ROSE DOLAN-NEILL, CURATOR

Assistant Director, Visual & Literary Arts

Pablo Center at the Confluence

There is so much beauty tucked away in our art collection. We are proud to offer you a glimpse into the Laurie Bieze Art Collection. Pablo Center prides itself on it’s permanent art collection filled with works of art that inspire, educate and provide insight into the human condition.
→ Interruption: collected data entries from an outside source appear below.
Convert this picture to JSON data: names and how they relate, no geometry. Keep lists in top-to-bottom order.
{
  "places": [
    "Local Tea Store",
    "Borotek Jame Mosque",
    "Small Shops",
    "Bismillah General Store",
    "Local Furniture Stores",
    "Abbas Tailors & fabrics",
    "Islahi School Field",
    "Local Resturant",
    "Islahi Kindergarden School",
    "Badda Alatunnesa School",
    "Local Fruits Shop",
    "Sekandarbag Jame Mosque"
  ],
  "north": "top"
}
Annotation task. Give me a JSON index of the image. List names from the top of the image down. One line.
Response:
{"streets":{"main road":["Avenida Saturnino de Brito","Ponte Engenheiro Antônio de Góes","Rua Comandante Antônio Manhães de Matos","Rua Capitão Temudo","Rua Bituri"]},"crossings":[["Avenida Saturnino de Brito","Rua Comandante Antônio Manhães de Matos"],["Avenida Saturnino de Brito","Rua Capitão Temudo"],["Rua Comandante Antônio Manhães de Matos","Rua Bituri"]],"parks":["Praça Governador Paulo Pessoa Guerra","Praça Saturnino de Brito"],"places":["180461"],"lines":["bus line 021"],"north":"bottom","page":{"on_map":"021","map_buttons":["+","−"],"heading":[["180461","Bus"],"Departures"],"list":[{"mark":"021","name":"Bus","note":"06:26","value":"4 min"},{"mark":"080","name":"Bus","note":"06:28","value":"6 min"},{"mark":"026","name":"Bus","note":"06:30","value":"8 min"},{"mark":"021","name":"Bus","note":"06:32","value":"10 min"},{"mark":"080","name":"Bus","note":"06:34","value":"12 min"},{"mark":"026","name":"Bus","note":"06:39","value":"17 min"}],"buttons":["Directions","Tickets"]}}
There are currently over 300 works of art in Pablo Center’s Permanent Art Collection.

Named in honor of artist, Laurie Bieze whose personal motto was Shakespeare’s famous words, “To thine own self be true,” we at Pablo Center feel it is our responsibility to take on her legacy, to acquire artwork that not only reflects our community, but enhances the community; artwork that inspires, delights, questions the status quo, takes risks, gives a sense of place, explores human nature and provokes dialogue; these are the works of art that we seek for our collection.

Pablo Center collects and displays a variety of artistic mediums, styles, prints originals, sculptures, pottery, and some artifacts that bare significance to the arts in the Chippewa Valley.

This collection is displayed throughout Pablo Center in it’s traveled hallways, busy classrooms, high-traffic office spaces and conference rooms. It is used to inspire touring artists by gaining an appreciation of the Chippewa Valley’s natural beauty, history, and current creative culture. We consider all of Pablo Center as a work of art.

The Laurie Bieze Gallery on the second floor serves as exhibition space for themed exhibits culled from our collection.

Contributions to the Laurie Bieze Permanent Art Collection enrich the art experience for anyone who walks through the doors of Pablo Center. To make a monetary contribution please visit: www.pablocenter.org/support/donate.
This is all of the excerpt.